## Dataset extract
* * *
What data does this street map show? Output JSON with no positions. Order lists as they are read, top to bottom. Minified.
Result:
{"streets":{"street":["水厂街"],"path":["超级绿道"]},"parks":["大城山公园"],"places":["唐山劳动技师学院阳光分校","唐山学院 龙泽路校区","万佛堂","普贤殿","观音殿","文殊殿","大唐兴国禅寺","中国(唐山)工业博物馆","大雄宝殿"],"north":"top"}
* * *
## What the exercise asks
The complete listing, transcribed exactly, is the expected answer.

## Solved problem
What data does this street map show? Output JSON with no positions. Order lists as they are read, top to bottom. Minified.
Result:
{"streets":{"street":["水厂街"],"path":["超级绿道"]},"parks":["大城山公园"],"places":["唐山劳动技师学院阳光分校","唐山学院 龙泽路校区","万佛堂","普贤殿","观音殿","文殊殿","大唐兴国禅寺","中国(唐山)工业博物馆","大雄宝殿"],"north":"top"}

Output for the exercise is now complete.